*Task statement*
Each line of the listing is to be copied exactly.

# # # # # # #

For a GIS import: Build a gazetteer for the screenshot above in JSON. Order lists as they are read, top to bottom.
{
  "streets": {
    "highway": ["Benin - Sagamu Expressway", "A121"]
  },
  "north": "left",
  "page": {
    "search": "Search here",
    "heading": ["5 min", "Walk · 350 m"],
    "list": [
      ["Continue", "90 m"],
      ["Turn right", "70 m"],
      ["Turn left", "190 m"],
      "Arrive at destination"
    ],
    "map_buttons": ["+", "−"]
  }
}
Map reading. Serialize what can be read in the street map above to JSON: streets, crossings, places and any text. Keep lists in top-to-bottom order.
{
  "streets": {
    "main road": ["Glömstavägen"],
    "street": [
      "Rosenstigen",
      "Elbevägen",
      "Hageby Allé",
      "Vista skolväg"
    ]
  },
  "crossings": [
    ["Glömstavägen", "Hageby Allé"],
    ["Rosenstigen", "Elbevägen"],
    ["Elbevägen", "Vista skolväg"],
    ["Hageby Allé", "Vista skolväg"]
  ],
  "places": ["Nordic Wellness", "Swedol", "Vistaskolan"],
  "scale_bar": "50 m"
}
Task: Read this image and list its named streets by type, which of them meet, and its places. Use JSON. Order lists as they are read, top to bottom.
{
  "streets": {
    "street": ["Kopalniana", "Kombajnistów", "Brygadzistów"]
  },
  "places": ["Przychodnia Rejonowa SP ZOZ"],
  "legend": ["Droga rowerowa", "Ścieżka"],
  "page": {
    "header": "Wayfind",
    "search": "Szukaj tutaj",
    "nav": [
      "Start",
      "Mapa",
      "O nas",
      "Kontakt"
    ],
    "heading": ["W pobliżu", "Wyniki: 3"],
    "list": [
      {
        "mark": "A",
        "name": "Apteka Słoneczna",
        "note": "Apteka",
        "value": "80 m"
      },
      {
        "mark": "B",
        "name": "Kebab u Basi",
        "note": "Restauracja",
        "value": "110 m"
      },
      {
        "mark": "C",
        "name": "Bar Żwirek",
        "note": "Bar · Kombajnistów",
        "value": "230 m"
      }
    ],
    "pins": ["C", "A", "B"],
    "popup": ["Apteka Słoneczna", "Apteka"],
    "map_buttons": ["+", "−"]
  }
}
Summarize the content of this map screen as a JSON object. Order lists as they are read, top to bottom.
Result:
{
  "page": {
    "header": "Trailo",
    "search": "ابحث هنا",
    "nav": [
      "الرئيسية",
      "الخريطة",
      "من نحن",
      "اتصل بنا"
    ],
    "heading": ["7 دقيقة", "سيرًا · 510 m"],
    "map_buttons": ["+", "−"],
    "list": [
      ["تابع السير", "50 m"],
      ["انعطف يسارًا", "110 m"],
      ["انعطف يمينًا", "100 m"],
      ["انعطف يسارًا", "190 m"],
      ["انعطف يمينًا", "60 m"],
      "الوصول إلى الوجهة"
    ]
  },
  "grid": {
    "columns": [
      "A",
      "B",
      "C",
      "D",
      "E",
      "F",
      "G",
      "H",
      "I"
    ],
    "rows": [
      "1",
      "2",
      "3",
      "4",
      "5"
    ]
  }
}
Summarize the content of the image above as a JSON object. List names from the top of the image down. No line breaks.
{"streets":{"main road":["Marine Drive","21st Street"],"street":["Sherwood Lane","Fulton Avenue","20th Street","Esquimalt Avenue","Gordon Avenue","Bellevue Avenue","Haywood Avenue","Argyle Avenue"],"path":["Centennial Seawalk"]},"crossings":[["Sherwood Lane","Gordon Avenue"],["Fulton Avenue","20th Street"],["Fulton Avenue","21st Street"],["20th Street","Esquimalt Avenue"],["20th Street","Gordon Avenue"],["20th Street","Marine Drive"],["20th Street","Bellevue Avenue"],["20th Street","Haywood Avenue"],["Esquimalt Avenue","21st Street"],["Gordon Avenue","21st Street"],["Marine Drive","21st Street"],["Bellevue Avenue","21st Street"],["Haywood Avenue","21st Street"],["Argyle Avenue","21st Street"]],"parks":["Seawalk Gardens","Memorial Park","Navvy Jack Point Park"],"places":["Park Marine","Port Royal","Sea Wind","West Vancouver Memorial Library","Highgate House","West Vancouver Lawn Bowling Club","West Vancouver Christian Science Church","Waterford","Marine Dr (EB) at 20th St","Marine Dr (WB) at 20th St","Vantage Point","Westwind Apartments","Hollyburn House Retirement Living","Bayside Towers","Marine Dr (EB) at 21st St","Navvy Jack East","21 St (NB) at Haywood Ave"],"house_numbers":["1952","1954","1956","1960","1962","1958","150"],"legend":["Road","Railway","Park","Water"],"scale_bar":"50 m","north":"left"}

# # # # # # #

*Answer for the task*
For a GIS import: Build a gazetteer for the screenshot above in JSON. Order lists as they are read, top to bottom.
{
  "streets": {
    "highway": ["Benin - Sagamu Expressway", "A121"]
  },
  "north": "left",
  "page": {
    "search": "Search here",
    "heading": ["5 min", "Walk · 350 m"],
    "list": [
      ["Continue", "90 m"],
      ["Turn right", "70 m"],
      ["Turn left", "190 m"],
      "Arrive at destination"
    ],
    "map_buttons": ["+", "−"]
  }
}
Map reading. Serialize what can be read in the street map above to JSON: streets, crossings, places and any text. Keep lists in top-to-bottom order.
{
  "streets": {
    "main road": ["Glömstavägen"],
    "street": [
      "Rosenstigen",
      "Elbevägen",
      "Hageby Allé",
      "Vista skolväg"
    ]
  },
  "crossings": [
    ["Glömstavägen", "Hageby Allé"],
    ["Rosenstigen", "Elbevägen"],
    ["Elbevägen", "Vista skolväg"],
    ["Hageby Allé", "Vista skolväg"]
  ],
  "places": ["Nordic Wellness", "Swedol", "Vistaskolan"],
  "scale_bar": "50 m"
}
Task: Read this image and list its named streets by type, which of them meet, and its places. Use JSON. Order lists as they are read, top to bottom.
{
  "streets": {
    "street": ["Kopalniana", "Kombajnistów", "Brygadzistów"]
  },
  "places": ["Przychodnia Rejonowa SP ZOZ"],
  "legend": ["Droga rowerowa", "Ścieżka"],
  "page": {
    "header": "Wayfind",
    "search": "Szukaj tutaj",
    "nav": [
      "Start",
      "Mapa",
      "O nas",
      "Kontakt"
    ],
    "heading": ["W pobliżu", "Wyniki: 3"],
    "list": [
      {
        "mark": "A",
        "name": "Apteka Słoneczna",
        "note": "Apteka",
        "value": "80 m"
      },
      {
        "mark": "B",
        "name": "Kebab u Basi",
        "note": "Restauracja",
        "value": "110 m"
      },
      {
        "mark": "C",
        "name": "Bar Żwirek",
        "note": "Bar · Kombajnistów",
        "value": "230 m"
      }
    ],
    "pins": ["C", "A", "B"],
    "popup": ["Apteka Słoneczna", "Apteka"],
    "map_buttons": ["+", "−"]
  }
}
Summarize the content of this map screen as a JSON object. Order lists as they are read, top to bottom.
Result:
{
  "page": {
    "header": "Trailo",
    "search": "ابحث هنا",
    "nav": [
      "الرئيسية",
      "الخريطة",
      "من نحن",
      "اتصل بنا"
    ],
    "heading": ["7 دقيقة", "سيرًا · 510 m"],
    "map_buttons": ["+", "−"],
    "list": [
      ["تابع السير", "50 m"],
      ["انعطف يسارًا", "110 m"],
      ["انعطف يمينًا", "100 m"],
      ["انعطف يسارًا", "190 m"],
      ["انعطف يمينًا", "60 m"],
      "الوصول إلى الوجهة"
    ]
  },
  "grid": {
    "columns": [
      "A",
      "B",
      "C",
      "D",
      "E",
      "F",
      "G",
      "H",
      "I"
    ],
    "rows": [
      "1",
      "2",
      "3",
      "4",
      "5"
    ]
  }
}
Summarize the content of the image above as a JSON object. List names from the top of the image down. No line breaks.
{"streets":{"main road":["Marine Drive","21st Street"],"street":["Sherwood Lane","Fulton Avenue","20th Street","Esquimalt Avenue","Gordon Avenue","Bellevue Avenue","Haywood Avenue","Argyle Avenue"],"path":["Centennial Seawalk"]},"crossings":[["Sherwood Lane","Gordon Avenue"],["Fulton Avenue","20th Street"],["Fulton Avenue","21st Street"],["20th Street","Esquimalt Avenue"],["20th Street","Gordon Avenue"],["20th Street","Marine Drive"],["20th Street","Bellevue Avenue"],["20th Street","Haywood Avenue"],["Esquimalt Avenue","21st Street"],["Gordon Avenue","21st Street"],["Marine Drive","21st Street"],["Bellevue Avenue","21st Street"],["Haywood Avenue","21st Street"],["Argyle Avenue","21st Street"]],"parks":["Seawalk Gardens","Memorial Park","Navvy Jack Point Park"],"places":["Park Marine","Port Royal","Sea Wind","West Vancouver Memorial Library","Highgate House","West Vancouver Lawn Bowling Club","West Vancouver Christian Science Church","Waterford","Marine Dr (EB) at 20th St","Marine Dr (WB) at 20th St","Vantage Point","Westwind Apartments","Hollyburn House Retirement Living","Bayside Towers","Marine Dr (EB) at 21st St","Navvy Jack East","21 St (NB) at Haywood Ave"],"house_numbers":["1952","1954","1956","1960","1962","1958","150"],"legend":["Road","Railway","Park","Water"],"scale_bar":"50 m","north":"left"}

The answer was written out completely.